■ What to work on
Search the listing below for lines containing the string "halo". Reply with their count only.

■ Data excerpts
§ §

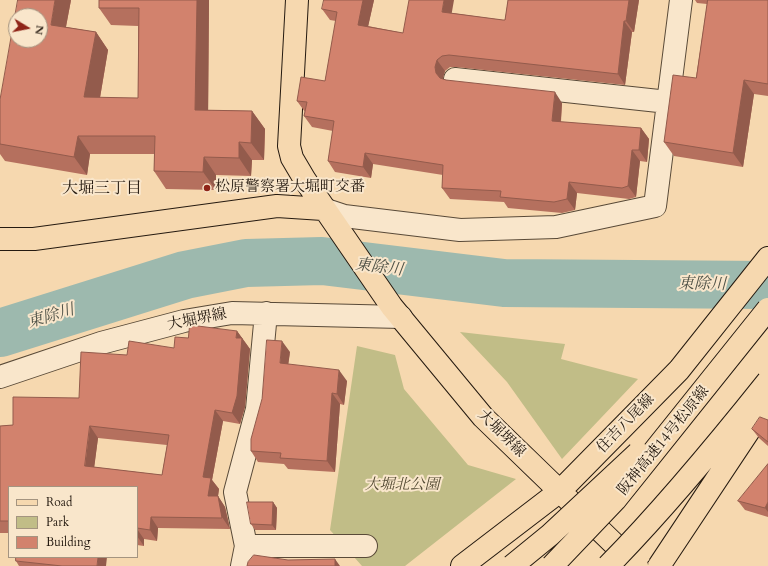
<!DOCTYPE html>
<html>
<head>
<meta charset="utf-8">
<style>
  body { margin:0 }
  #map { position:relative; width:768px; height:566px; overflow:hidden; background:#f6d8af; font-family:Cardo,serif }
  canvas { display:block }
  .legend { position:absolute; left:8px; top:486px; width:130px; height:72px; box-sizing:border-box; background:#f9e6cb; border:1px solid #a49480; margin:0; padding:5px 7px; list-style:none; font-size:12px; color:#251a10 }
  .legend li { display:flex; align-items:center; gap:8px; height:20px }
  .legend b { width:20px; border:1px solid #a49480 }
  .north { position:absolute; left:8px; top:8px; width:40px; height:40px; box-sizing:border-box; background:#f9e6cb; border:1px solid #a49480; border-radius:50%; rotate:100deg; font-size:11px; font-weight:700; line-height:16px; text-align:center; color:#251a10 }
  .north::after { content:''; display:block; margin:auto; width:14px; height:18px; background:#8f2418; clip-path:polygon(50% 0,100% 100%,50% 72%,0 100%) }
</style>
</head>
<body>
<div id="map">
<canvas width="768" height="566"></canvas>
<ul class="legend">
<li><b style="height:5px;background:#f6d8af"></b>Road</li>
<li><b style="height:11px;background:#c1bd87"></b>Park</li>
<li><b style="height:11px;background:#d2826d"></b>Building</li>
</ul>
<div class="north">N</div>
</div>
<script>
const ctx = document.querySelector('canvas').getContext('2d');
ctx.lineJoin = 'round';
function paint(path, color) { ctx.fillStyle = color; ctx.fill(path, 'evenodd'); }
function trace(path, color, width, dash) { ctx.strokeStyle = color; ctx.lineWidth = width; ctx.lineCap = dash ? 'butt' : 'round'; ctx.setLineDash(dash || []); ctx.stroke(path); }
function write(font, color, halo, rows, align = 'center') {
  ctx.font = font + ' Cardo,"Noto Serif JP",serif'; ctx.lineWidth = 4; ctx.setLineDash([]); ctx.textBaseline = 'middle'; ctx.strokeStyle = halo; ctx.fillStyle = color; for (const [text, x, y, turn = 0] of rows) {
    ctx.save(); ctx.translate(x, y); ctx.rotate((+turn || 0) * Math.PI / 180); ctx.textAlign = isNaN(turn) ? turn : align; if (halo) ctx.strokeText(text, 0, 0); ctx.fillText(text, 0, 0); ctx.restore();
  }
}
const green = new Path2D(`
  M460,332l105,12 -4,15 77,20 -76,80 -55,-77z
  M357,346l38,9 9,34 64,76 48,14 -111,87h-43l-32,-36z`);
const river = new Path2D(`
  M0,333l185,-58 61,-12 76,-2 182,22 264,2`);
const minor = new Path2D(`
  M455,79l213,23
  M323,209l21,7 116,14 96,-3 99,-21 26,-206
  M0,377l101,-34 83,-22 48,-8 169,4
  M246,546h120
  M242,566l4,-20 -11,-54 22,-83 9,-96`);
const major = new Path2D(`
  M297,0l-8,146 3,12 13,22 87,127 91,110 154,149
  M0,239h34l243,-33 46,3
  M462,566l98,-75 119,-121 89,-112
  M629,566l86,-96`);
const highwayBridge = new Path2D(`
  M512,566l38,-31 88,-82
  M552,566l63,-66 153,-191
  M608,566c57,-58 109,-121 160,-185
  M659,566l109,-164`);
const wall = new Path2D(`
  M71,0l-5,27 30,5 12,18 -8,48h38v-72l-27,-1 -12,-17 110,-8 -1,110 44,1 13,18 -1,31h-12l-1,16 -35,-1v15l-50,-1 -12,-18v-17h-64l-3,21 -82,-14 -5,-7v-54z
  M374,0l-6,26 35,7 49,-20 51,7h2l3,-20h131l-5,32h-2l-7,53 -169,-18h-6l-5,4 -2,7v1l3,1 116,23 -1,19 80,6 8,11 -2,23 -7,-1 -4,36 -7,2 -52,-6 -2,17 -13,3 -54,-5 -4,-6 -54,-3 -8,-11 1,-13 -70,-11 -2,14 -36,-6 -7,-11 5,-30 -21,-4 -8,-11 1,-4 -8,-11 28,-20 11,-60 -6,-1 -8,-11z
  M695,0h73v96l-14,-2 -11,73 -69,-11 -10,-14 32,-64 11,-74 -10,-1z
  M237,331l13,18 -5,58 -5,17 -17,-3 -11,59 7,9 -1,7 7,11 5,22 -72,-1 -1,13 -13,-2v7l-7,-1v-58h-128v46h-9v-107l13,-1 66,-27 48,-43 47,-7 14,-10zM98,438l69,7 -5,30 -68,-8z
  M290,352l-2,12 59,17 -3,24 -4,-1 -5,68 -47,-3 -4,-5 -26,-2 -7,-11z
  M768,420v26l-9,-8 -7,-9z
  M768,464v53l-23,-7 -7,-9z
  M273,502l4,6 -1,22h-21l-4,-6z
  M16,561l90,5h-87z`);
const shadedWall = new Path2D(`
  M55,0h16l-8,42 -12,-17z
  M197,0h12l-1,127 -13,-17z
  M363,0h11l-8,36 -8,-11z
  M444,0h10l-4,23 -8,-11z
  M629,0h10l-5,32 -8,-11z
  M624,21l8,11 -7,53 -7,-11z
  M96,32l12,18 -11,65 -13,-18z
  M437,60l8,11 -2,7 1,6 -8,-11 -1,-6z
  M744,80l10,14 -11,73 -10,-14z
  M555,92l7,11 -2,29 -8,-11z
  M252,111l13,18 -1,31 -13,-17z
  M641,128l8,11 -2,23 -8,-12z
  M78,136l12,18 -3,21 -13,-18z
  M239,142l13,18 -1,16 -12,-18z
  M632,150l8,11 -4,36 -8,-11z
  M365,153l8,11 -2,14 -8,-11z
  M204,157l12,18v15l-13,-18z
  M569,182l8,11 -2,17 -8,-11z
  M237,331l13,18 -5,58 -5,17 -8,-11z
  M282,341l8,11 -3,22 -7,-11z
  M339,370l8,11 -3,24 -7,-11z
  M332,393l8,11 -5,68 -8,-11z
  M215,410l8,11 -11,59 7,9 -1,7 7,11 5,22 -22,-33 -5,-19z
  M90,426l8,12 -5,39 -8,-11z
  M273,502l4,6 -1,22 -4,-5z
  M768,502v10l-3,-4z
  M151,517l7,11 -1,13 -7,-11z
  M137,529l7,10v7l-7,-10z
  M98,557h9l-1,9h-9z
  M335,559l5,7h-5z`);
const building = new Path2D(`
  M18,0h37l-4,25 45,7 -12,65 54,1 1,-90h-40v-8h98l-2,110 57,1 -1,32 -12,-1v16l-35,-1 -1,15 -49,-1 1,-35h-77l-4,21 -74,-13v-44zM16,16h24v24h-24z
  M324,0h39l-5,25 45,8 6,-33h35l-2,12 61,8h2l3,-20h121l-3,21h-2l-6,53 -169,-19 -7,1 -5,4 -2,7 1,6 4,5 6,2 109,12 -3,29 89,7 -2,22h-7l-4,36 -6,2 -53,-6 -2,17 -13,3 -54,-5 1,-6 -59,-3 1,-23 -78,-12 -2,14 -35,-6 6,-40 -30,-5 3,-14 -10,-1 4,-24 24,4 12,-69 -15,-3z
  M708,0h60v84l-24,-4 -11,73 -69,-11 9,-67 23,3z
  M190,325l47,6 -1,7h6l-5,58 -5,17 -17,-3 -12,67 8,1 -3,18h10l4,22 -71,-1 -1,13 -13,-2v-41h-128v34h-9v-95l13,-1v-28l66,1 2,-46 46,3 2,-14 45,7 1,-11 13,1zM90,426l79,9 -7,40 -77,-9z
  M267,340l15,1 -2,22 59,7 -2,24 -5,-1 -5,68 -47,-3 1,-5 -30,-2v-12l11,-40z
  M760,417l8,3v22l-16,-13z
  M768,464v38l-3,6 -27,-7z
  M247,502h26l-1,23 -21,-1z
  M254,555l34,5 47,-1v7h-88l1,-4z
  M16,557h82l-1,9h-35l-46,-5z`);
const markers = [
  [207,188,4,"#8f2418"]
];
const poiNames = [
  ["松原警察署大堀町交番",215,188]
];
const streetNames = [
  ["大堀堺線",197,320,-11],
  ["住吉八尾線",626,424,-46],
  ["大堀堺線",501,434,45],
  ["阪神高速14号松原線",664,441,-51]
];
const parkNames = [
  ["大堀北公園",402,486]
];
const neighbourhoodNames = [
  ["大堀三丁目",102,189]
];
const waterNames = [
  ["東除川",379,268,7],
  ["東除川",702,285,1],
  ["東除川",51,317,-17]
];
paint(green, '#c1bd87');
trace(river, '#9db9ae', 48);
trace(minor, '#594a38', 24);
trace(major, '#251a10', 24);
trace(minor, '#f9e6cb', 22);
trace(major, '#f6d8af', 22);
trace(highwayBridge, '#251a10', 24, []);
trace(highwayBridge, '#f6d8af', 22);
paint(wall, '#b5705e');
paint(shadedWall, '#935b4c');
paint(building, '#d2826d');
trace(building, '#935b4c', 1);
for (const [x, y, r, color] of markers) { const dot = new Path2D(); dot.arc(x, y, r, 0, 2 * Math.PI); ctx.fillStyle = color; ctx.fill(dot); trace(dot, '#f9e6cb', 1.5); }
write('15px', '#251a10', '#f9e6cb', poiNames, 'left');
write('15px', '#251a10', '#f9e6cb', streetNames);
write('italic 15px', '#544b34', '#f9e6cb', parkNames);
write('16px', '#251a10', '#f9e6cb', neighbourhoodNames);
write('italic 16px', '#4f5247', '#f9e6cb', waterNames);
</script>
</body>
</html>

§ §

■ Worked solution
3